Some might see this as an inevitable consequence of the progress already made in embedding climate change policy into the corporate agenda over the last few years. But if the backlash continues to undermine investor confidence in the climate agenda, it could have disastrous consequences for efforts to reach net zero and the whole energy transition. 

The ESG 'industry' has a real fight on its hands. ESG has become weaponised, with some US states legislating against its adoption within an investment framework and casting doubt on its efficacy as an investment strategy. Republican politicians are ramping up their anti-ESG lobbying. It is estimated that at least 165 anti-ESG bills were introduced in 2023. Anti-ESG campaigners have created a mood of uncertainty among investors increasingly unsure whether climate-thematic funds can deliver on their promise.

Sustainability proponents must fight this with renewed vigour, or it will have a massive negative impact on the global economy. Above all, opposing ESG activity runs counter to the desire of companies and their investors to actively and effectively managing climate-related risks, which for an investor is a crucial part of their fiduciary duty.

The ESG 'industry' has not helped itself by allowing a proliferation of funds, many of which do not do justice to the label. Pressure on fund managers has intensified around the world, reflecting concerns that for too many funds, an ESG badge is just window dressing. In 2023, Australia’s funds regulator pursued several high-profile enforcement actions for perceived greenwashing, including against Vanguard, alleging misleading claims about ESG exclusionary screens that were applied to its investments.

As a result of all this negative coverage, ESG fund flows appear to have hit a wall. According to Morningstar data, investors have pulled more than $14 billion from US sustainable funds in the past year.

The reaction of the very largest players has been to retreat. In December 2023, Vanguard made the decision to pull out of the Net Zero Asset Managers (NZAM) initiative, launched in late 2020 to encourage fund firms to reach net zero emission targets by 2050.

Potentially worse still, as much as $20 trillion of assets have been removed from the global decarbonisation drive by another three of the world’s largest asset managers, BlackRock, State Street Global Advisors (SSGA) and JP Morgan Asset Management (JPAM) reneging on their sustainability promises. 

Following Vanguard's retreat, in mid-February, SSGA and JPAM announced their withdrawal from the Climate Action 100+ initiative. BlackRock also shifted its association with the CA100+ away from its US arm in favour of its international division.

This creates a huge challenge for investors and makes it more difficult to make progress on decarbonisation. Climate change poses the biggest long-term threat to the global economy.
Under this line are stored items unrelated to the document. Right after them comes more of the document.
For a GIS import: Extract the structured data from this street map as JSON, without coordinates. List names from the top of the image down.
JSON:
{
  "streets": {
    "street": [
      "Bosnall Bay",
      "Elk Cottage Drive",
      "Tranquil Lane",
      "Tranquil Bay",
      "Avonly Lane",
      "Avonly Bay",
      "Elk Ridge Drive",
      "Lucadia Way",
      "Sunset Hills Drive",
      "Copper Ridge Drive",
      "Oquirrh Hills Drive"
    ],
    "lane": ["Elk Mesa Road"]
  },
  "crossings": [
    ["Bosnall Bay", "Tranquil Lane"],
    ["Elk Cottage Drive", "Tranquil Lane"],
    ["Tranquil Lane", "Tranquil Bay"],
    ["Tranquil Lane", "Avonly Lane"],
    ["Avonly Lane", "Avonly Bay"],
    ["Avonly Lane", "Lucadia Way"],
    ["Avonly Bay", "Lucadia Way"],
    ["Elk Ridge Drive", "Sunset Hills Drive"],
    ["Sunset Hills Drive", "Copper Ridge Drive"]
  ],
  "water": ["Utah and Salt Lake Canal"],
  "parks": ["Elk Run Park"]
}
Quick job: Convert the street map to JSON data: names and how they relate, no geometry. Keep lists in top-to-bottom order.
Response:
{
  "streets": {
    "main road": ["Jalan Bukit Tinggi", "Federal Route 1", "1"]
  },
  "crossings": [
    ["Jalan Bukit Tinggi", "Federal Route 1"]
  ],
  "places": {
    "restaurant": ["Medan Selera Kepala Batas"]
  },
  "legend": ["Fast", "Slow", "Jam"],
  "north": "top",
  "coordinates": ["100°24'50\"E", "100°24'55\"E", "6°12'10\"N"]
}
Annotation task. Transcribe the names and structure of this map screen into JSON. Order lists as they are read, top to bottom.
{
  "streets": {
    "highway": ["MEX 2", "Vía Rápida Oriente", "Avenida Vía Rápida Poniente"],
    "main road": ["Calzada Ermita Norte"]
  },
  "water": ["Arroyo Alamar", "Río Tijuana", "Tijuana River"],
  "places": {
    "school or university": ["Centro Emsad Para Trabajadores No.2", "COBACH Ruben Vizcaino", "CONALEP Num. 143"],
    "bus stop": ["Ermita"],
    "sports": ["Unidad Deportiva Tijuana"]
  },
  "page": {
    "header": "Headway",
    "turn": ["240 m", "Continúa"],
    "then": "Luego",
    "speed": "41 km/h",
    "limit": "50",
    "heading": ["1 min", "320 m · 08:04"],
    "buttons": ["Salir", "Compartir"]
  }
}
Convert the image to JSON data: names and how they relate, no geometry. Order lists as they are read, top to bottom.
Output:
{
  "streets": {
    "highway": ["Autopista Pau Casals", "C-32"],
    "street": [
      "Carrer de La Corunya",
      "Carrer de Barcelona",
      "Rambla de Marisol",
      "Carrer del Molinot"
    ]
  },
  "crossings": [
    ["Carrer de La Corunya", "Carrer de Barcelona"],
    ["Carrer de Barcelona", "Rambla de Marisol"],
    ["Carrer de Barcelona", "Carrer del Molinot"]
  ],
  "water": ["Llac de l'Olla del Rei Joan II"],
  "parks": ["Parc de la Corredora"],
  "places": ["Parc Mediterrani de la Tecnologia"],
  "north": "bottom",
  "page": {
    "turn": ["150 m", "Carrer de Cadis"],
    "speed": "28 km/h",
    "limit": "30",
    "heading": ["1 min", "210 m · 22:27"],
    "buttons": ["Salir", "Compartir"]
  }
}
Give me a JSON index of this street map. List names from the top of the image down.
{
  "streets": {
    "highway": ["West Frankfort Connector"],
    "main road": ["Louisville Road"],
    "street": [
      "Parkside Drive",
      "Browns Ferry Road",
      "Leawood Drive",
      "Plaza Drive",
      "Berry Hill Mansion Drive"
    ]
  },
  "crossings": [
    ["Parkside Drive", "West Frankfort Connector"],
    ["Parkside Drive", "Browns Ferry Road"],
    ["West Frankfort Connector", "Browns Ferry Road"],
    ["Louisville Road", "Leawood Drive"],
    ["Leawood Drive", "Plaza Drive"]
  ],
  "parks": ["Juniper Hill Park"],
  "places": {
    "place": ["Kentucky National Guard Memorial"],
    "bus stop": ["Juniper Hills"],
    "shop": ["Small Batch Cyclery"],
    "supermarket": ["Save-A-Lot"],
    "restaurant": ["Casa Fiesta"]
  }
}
If no mitigating action is taken, global temperatures could rise by more than 3°C and the world economy could shrink by 18% in the next 30 years.

Economies in Asia would be hardest hit, with China at risk of losing nearly 24% of its GDP in a severe scenario, while the world’s biggest economy, the US, stands to lose close to 10%, and Europe almost 11%

In Europe and Asia Pacific, at least the mood is not as dark as in the US. There is a growing convergence on ESG regulation and product development. Regulations such as the EU’s Corporate Sustainability Reporting Directive are driving global institutions to reconfigure their operations and minimise their climate commitment liabilities.

This creates several layers of complication for globally invested institutions, having to meet reporting requirements in many different jurisdictions, something the big US institutions are also kicking back against.

For ESG fund promoters, the pushback and negative headlines have resulted in a greater focus on ensuring that investment strategies and processes match the fund label. Providers of capital, in both wholesale and institutional channels, are now much more focused on this due diligence. For their part, investors are looking far more closely at how ESG funds align with their own interests.

There are positive aspects to all this, in keeping ESG funds honest, but the concern is that the anti-ESG lobbying tips over into a major landslip on the drive to decarbonise.